Stored data:
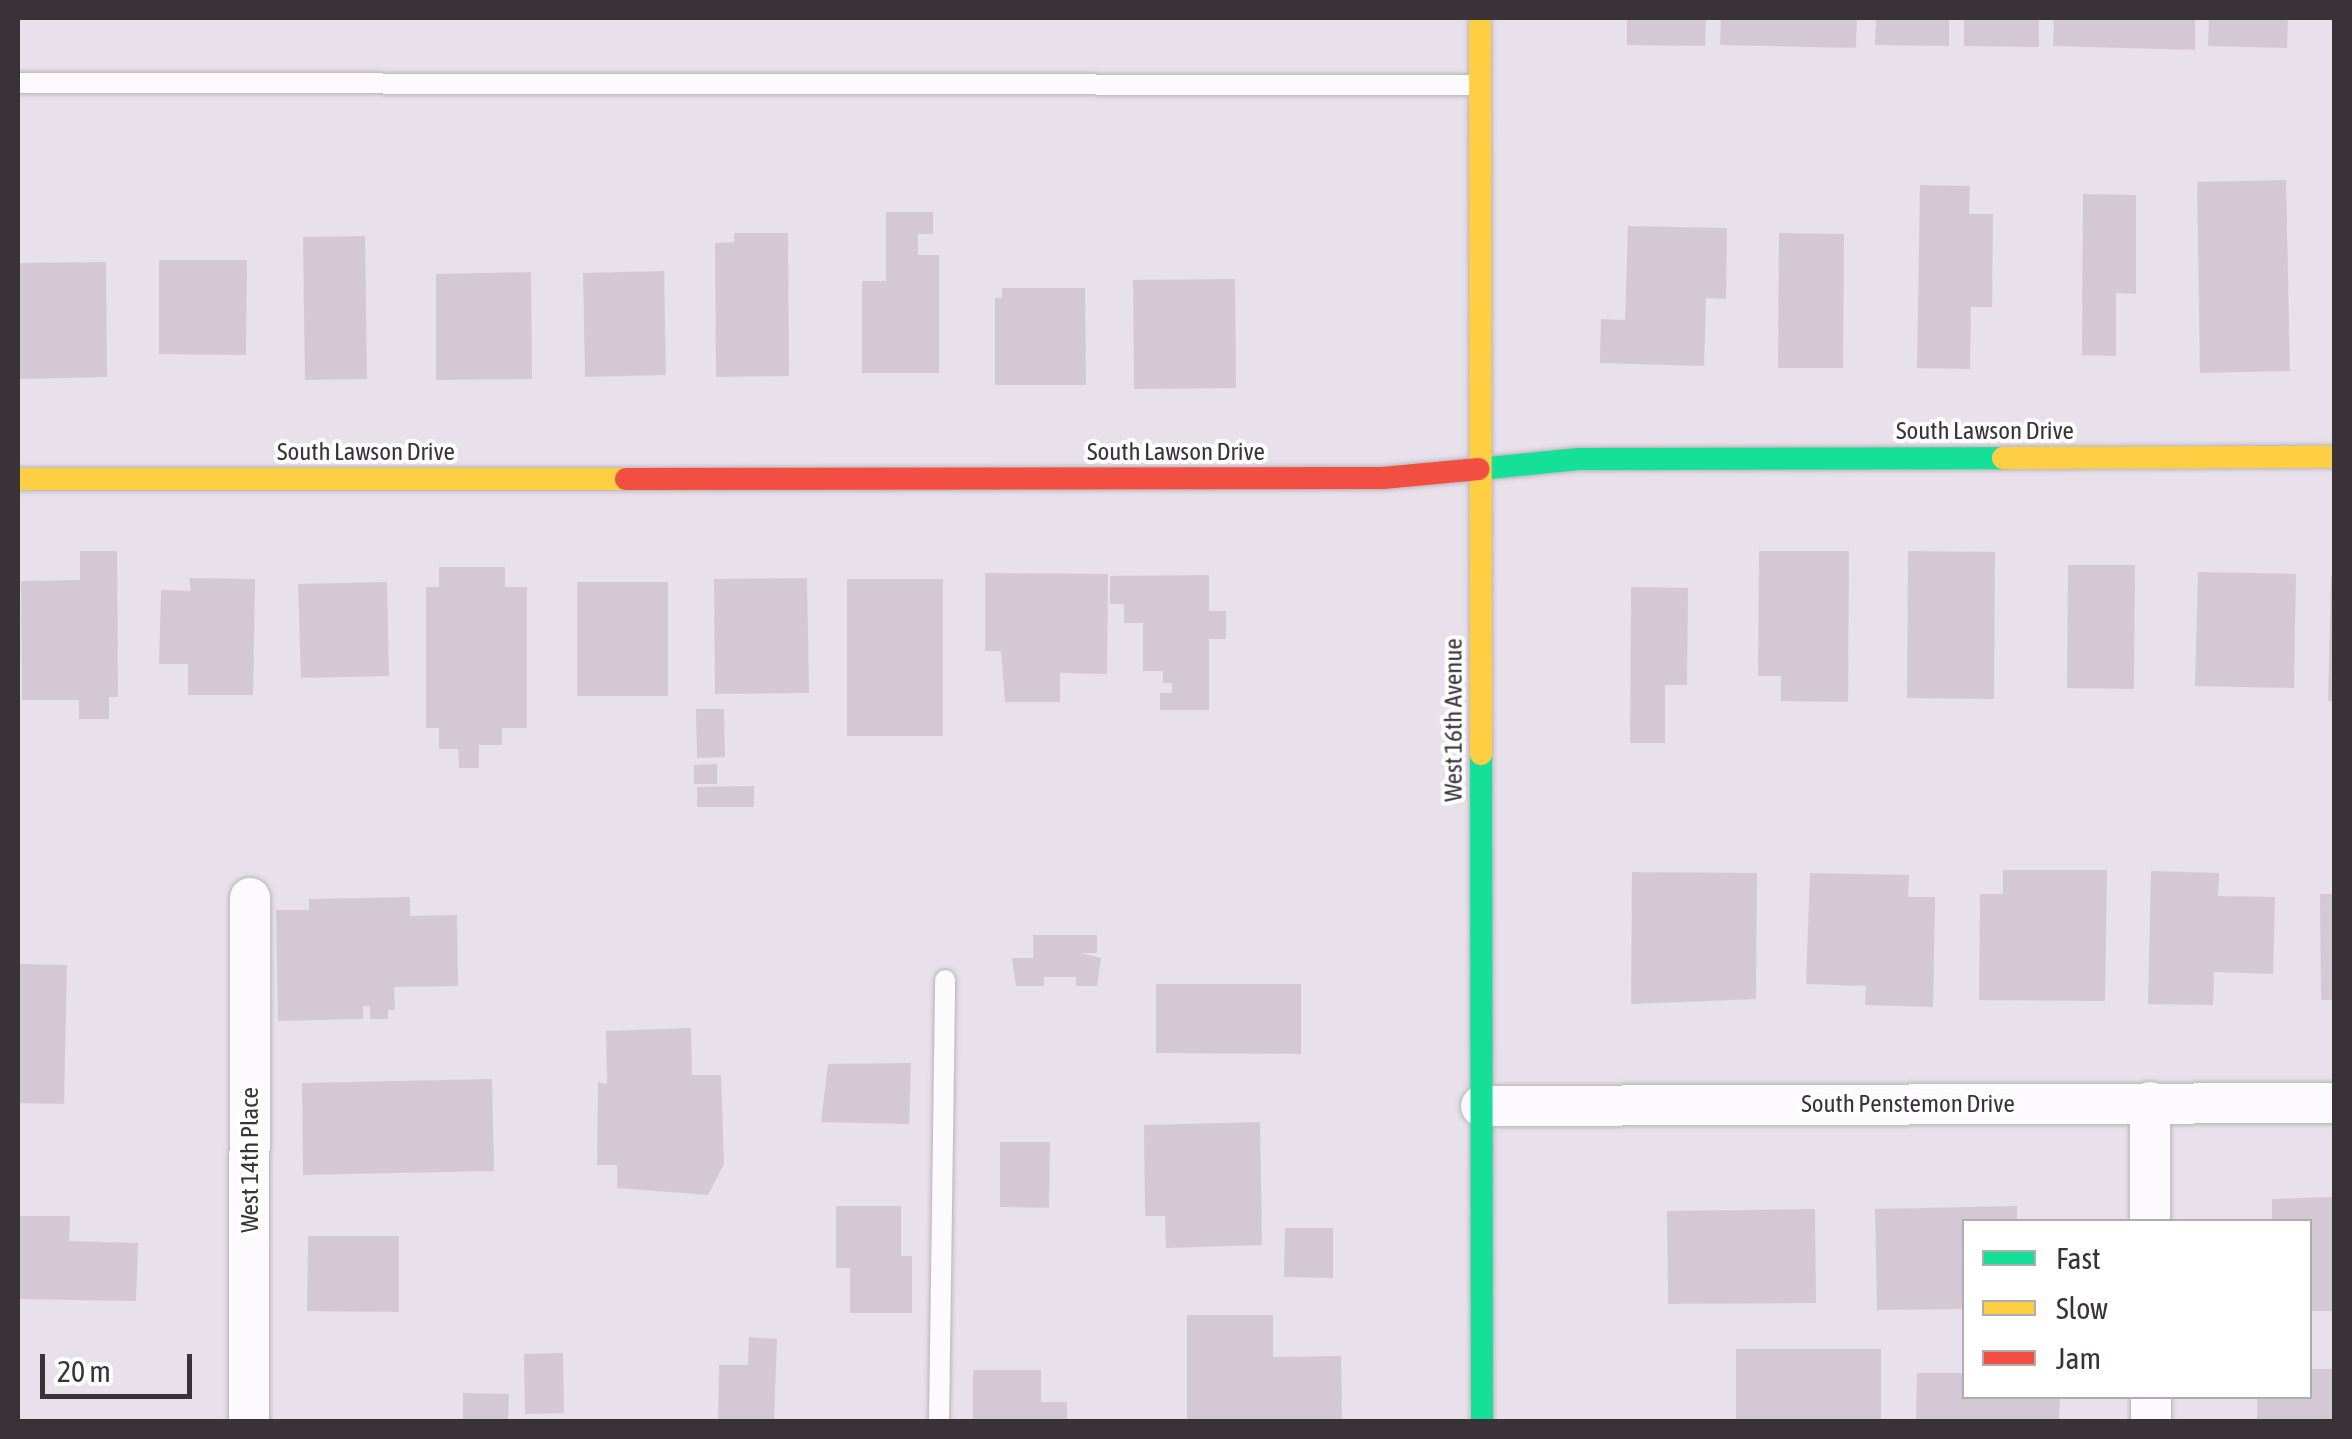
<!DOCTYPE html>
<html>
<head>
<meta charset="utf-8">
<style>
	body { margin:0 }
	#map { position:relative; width:2352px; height:1439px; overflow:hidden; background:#e8e0ea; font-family:"Asap Condensed",sans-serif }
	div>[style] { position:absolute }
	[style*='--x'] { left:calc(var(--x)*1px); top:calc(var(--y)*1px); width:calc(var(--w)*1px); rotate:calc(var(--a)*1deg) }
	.building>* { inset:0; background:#d4c8d5 }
	.roads { filter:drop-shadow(0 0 2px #b9b3bb) drop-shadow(0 0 2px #b9b3bb) }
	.lane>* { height:20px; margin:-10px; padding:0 10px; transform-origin:10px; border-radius:10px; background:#fcfafc }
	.street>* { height:40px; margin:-20px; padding:0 20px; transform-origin:20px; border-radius:20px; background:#fcfafc }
	.fast>* { height:22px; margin:-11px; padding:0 11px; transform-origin:11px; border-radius:11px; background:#16e098 }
	.slow>* { height:22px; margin:-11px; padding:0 11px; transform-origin:11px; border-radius:11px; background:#ffcf43 }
	.jam>* { height:22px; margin:-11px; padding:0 11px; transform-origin:11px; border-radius:11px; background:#f24e42 }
	span { translate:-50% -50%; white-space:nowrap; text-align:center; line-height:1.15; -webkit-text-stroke:8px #fff; paint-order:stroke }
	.street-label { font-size:25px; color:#393339 }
	.frame { position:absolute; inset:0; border:20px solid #393339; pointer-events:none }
	.legend { position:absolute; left:1962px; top:1219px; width:350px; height:180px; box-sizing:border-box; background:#fff; border:2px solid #b0adb0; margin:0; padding:12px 18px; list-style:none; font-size:30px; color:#393339 }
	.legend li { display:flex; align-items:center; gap:20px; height:50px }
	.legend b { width:50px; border:2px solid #b0adb0 }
	.scale { position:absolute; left:40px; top:1354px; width:152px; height:45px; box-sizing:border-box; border:5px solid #393339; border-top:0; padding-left:12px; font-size:30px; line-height:35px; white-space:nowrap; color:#393339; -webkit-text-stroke:8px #fff; paint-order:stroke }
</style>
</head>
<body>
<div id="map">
	<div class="building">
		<div style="clip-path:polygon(1627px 18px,1706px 18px,1705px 46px,1627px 45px)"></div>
		<div style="clip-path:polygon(1721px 18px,1857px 18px,1856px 48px,1720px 45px)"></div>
		<div style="clip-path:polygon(1876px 18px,1949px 18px,1949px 46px,1875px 45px)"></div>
		<div style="clip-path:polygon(1964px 18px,2039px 18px,2039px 47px,1964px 46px)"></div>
		<div style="clip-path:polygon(2054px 18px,2195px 18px,2195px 50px,2053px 46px)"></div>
		<div style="clip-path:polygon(2209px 18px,2288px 18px,2287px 48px,2208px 46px)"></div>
		<div style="clip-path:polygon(2286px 180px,2290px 371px,2200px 373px,2197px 182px)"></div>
		<div style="clip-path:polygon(1920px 185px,1970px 186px,1969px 214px,1993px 214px,1992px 307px,1971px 307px,1970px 369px,1917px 368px)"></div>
		<div style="clip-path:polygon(2083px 194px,2136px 195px,2136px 294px,2116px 293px,2116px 356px,2082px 355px)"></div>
		<div style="clip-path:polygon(886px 212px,933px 212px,933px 234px,918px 234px,918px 255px,939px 255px,939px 373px,862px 373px,862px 281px,886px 281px)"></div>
		<div style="clip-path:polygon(1628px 226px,1727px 228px,1726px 299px,1706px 298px,1704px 366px,1600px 363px,1601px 319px,1625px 320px)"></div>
		<div style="clip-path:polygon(734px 233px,788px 233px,789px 376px,716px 377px,715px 243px,734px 242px)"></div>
		<div style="clip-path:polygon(1779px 233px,1844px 234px,1843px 368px,1778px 368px)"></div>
		<div style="clip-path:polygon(365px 236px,367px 379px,305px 380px,303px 237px)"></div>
		<div style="clip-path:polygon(159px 260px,247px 260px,246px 355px,159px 354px)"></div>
		<div style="clip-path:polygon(106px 262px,107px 377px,20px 379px,19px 263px)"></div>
		<div style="clip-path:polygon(664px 271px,666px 375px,585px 377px,583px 273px)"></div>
		<div style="clip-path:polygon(531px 272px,532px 379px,436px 380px,436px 274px)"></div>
		<div style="clip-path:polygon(1235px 279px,1236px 388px,1134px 389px,1133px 280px)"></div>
		<div style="clip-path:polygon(1002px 288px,1085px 288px,1086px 385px,995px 385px,995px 298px,1002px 298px)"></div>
		<div style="clip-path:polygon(80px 551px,117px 551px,118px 697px,109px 697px,109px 719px,79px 719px,79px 700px,22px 700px,21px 581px,80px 580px)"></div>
		<div style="clip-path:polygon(1759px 551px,1849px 551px,1848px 702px,1781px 701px,1781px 676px,1758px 676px)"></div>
		<div style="clip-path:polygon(1908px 551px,1995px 552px,1994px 699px,1907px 698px)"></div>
		<div style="clip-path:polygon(2068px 565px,2135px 565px,2134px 689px,2067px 688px)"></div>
		<div style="clip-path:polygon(439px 567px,505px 567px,505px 587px,527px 587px,527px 728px,502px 728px,502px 745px,479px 745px,479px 768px,459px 768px,458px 749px,439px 749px,439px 728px,426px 728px,426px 587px,439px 587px)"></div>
		<div style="clip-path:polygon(2198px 572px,2296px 574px,2294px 688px,2195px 686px)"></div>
		<div style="clip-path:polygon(985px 573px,1108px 574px,1107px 674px,1060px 673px,1060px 702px,1005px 702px,1001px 651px,985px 651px)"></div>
		<div style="clip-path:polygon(1209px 575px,1209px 611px,1226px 611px,1226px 639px,1209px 639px,1209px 710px,1160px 710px,1160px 693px,1172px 693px,1172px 683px,1163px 683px,1163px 671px,1143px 671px,1143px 623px,1124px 623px,1124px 604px,1110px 604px,1110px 576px)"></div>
		<div style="clip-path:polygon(2331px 576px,2334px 576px,2334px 701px,2328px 701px)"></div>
		<div style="clip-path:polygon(189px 578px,255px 579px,253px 695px,188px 695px,188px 664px,159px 664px,161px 590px,191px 591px)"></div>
		<div style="clip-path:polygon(807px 578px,809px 693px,715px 694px,714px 579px)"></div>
		<div style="clip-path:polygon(847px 579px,943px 579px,943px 736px,847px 736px)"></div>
		<div style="clip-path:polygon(387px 582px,389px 676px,301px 678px,298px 584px)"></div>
		<div style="clip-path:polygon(577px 582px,668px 582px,668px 696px,577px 696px)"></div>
		<div style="clip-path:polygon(1631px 587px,1688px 588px,1687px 685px,1665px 685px,1665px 743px,1630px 743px)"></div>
		<div style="clip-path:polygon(696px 709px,724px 709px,725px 757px,697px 758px)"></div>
		<div style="clip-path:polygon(717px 764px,717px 784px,694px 784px,694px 765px)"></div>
		<div style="clip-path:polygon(754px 786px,754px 807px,697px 807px,697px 787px)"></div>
		<div style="clip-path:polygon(2003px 870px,2107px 870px,2105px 1001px,1979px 1000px,1980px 894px,2003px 894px)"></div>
		<div style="clip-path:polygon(2151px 871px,2219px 873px,2218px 896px,2275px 897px,2273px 974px,2214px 972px,2213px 1005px,2148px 1004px)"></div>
		<div style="clip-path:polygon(1632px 872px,1757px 873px,1756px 999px,1631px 1004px)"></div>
		<div style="clip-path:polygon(1810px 873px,1909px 875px,1908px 897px,1935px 897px,1933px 1007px,1865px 1005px,1866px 986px,1806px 984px)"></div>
		<div style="clip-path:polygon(2320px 894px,2334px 894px,2334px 1000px,2321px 1000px)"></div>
		<div style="clip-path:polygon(410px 897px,410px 916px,457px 915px,458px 986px,394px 987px,395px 1010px,388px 1010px,388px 1019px,370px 1019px,370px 1006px,363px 1006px,363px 1019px,278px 1021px,276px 910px,309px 910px,309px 899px)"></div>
		<div style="clip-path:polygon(1033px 935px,1097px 935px,1097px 953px,1081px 953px,1101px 958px,1097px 986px,1076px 986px,1076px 977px,1044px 977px,1044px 986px,1016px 986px,1012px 958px,1033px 958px)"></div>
		<div style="clip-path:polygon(18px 964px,67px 965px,64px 1104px,18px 1103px)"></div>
		<div style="clip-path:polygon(1156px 984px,1301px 984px,1301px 1054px,1156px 1053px)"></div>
		<div style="clip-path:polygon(691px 1028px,692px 1075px,721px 1075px,724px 1164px,708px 1195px,617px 1188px,617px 1165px,597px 1165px,598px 1082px,607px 1084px,606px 1031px)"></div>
		<div style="clip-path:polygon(911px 1063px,909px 1124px,821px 1122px,828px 1064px)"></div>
		<div style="clip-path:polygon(492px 1079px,494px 1171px,303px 1175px,302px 1083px)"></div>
		<div style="clip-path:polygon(1260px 1122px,1262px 1245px,1166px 1248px,1165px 1216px,1145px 1216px,1144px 1125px)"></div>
		<div style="clip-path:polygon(1000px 1142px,1050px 1142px,1049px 1208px,1000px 1207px)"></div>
		<div style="clip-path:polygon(2334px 1197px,2334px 1311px,2310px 1311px,2310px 1222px,2272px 1222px,2272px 1199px)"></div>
		<div style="clip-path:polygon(836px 1206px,901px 1206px,901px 1256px,912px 1256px,912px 1313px,850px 1313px,850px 1268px,836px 1268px)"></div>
		<div style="clip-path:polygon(2017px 1206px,2017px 1222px,1964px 1222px,1964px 1309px,1877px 1310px,1875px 1209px)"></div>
		<div style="clip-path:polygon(1815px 1209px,1816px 1303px,1668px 1304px,1667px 1211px)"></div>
		<div style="clip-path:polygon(18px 1216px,70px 1216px,69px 1241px,138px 1243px,136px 1301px,18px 1299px)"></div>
		<div style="clip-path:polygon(1285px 1228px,1333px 1228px,1333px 1278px,1284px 1277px)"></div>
		<div style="clip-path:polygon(308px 1236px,399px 1236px,399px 1312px,307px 1311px)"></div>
		<div style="clip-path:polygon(1187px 1315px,1273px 1315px,1273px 1357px,1341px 1356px,1342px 1421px,1187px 1422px)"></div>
		<div style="clip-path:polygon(749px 1337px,777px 1339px,774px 1422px,718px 1422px,719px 1365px,748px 1365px)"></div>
		<div style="clip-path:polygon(1736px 1349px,1881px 1349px,1881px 1422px,1736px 1422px)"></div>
		<div style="clip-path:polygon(563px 1353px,564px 1413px,525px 1414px,524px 1354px)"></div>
		<div style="clip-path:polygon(2310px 1369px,2334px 1369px,2334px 1422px,2257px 1422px,2257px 1396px,2310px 1396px)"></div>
		<div style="clip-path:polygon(973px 1370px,1041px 1370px,1041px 1402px,1067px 1402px,1067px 1422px,973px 1422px)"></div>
		<div style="clip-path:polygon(1917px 1373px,1964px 1373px,1964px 1396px,2060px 1396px,2059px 1422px,1916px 1422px)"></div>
		<div style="clip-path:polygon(463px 1393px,509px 1394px,508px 1422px,463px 1422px)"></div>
	</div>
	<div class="roads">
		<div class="lane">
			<div style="--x:18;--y:83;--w:1460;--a:0.08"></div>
			<div style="--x:939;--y:1422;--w:442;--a:-89.2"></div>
		</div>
		<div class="street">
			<div style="--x:2150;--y:1102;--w:120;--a:90"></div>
			<div style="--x:1481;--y:1106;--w:853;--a:-0.2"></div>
			<div style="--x:2151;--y:1396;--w:26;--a:90"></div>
			<div style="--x:249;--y:1422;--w:524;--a:-89.89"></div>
		</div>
		<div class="fast">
			<div style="--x:1479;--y:469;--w:100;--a:-5.7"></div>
			<div style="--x:1579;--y:459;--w:424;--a:-0.1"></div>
			<div style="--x:1481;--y:754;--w:668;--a:89.91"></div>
		</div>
		<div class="slow">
			<div style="--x:1480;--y:18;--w:736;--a:89.92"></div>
			<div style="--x:2003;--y:458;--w:331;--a:-0.2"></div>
			<div style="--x:18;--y:479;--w:608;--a:0"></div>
		</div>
		<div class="jam">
			<div style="--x:626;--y:479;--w:757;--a:-0.08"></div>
			<div style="--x:1383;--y:478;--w:96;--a:-5.4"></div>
		</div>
	</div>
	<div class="street-label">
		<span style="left:1985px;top:430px">South Lawson Drive</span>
		<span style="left:366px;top:451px">South Lawson Drive</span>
		<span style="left:1176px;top:451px">South Lawson Drive</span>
		<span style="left:1453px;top:720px;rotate:-90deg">West 16th Avenue</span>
		<span style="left:1908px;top:1103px">South Penstemon Drive</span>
		<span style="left:249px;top:1160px;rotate:-90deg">West 14th Place</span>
	</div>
	<div class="frame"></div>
	<ul class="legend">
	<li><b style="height:12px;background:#16e098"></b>Fast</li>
	<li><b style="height:12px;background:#ffcf43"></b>Slow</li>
	<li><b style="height:12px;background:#f24e42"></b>Jam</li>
	</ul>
	<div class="scale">20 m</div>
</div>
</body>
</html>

→ **What is being asked**: Verbatim copy, pictures excluded: output the lines from the first line of the records above through the line containing "height:20px; margin:-10px; padding:0".

→ **Written answer**:
<!DOCTYPE html>
<html>
<head>
<meta charset="utf-8">
<style>
	body { margin:0 }
	#map { position:relative; width:2352px; height:1439px; overflow:hidden; background:#e8e0ea; font-family:"Asap Condensed",sans-serif }
	div>[style] { position:absolute }
	[style*='--x'] { left:calc(var(--x)*1px); top:calc(var(--y)*1px); width:calc(var(--w)*1px); rotate:calc(var(--a)*1deg) }
	.building>* { inset:0; background:#d4c8d5 }
	.roads { filter:drop-shadow(0 0 2px #b9b3bb) drop-shadow(0 0 2px #b9b3bb) }
	.lane>* { height:20px; margin:-10px; padding:0 10px; transform-origin:10px; border-radius:10px; background:#fcfafc }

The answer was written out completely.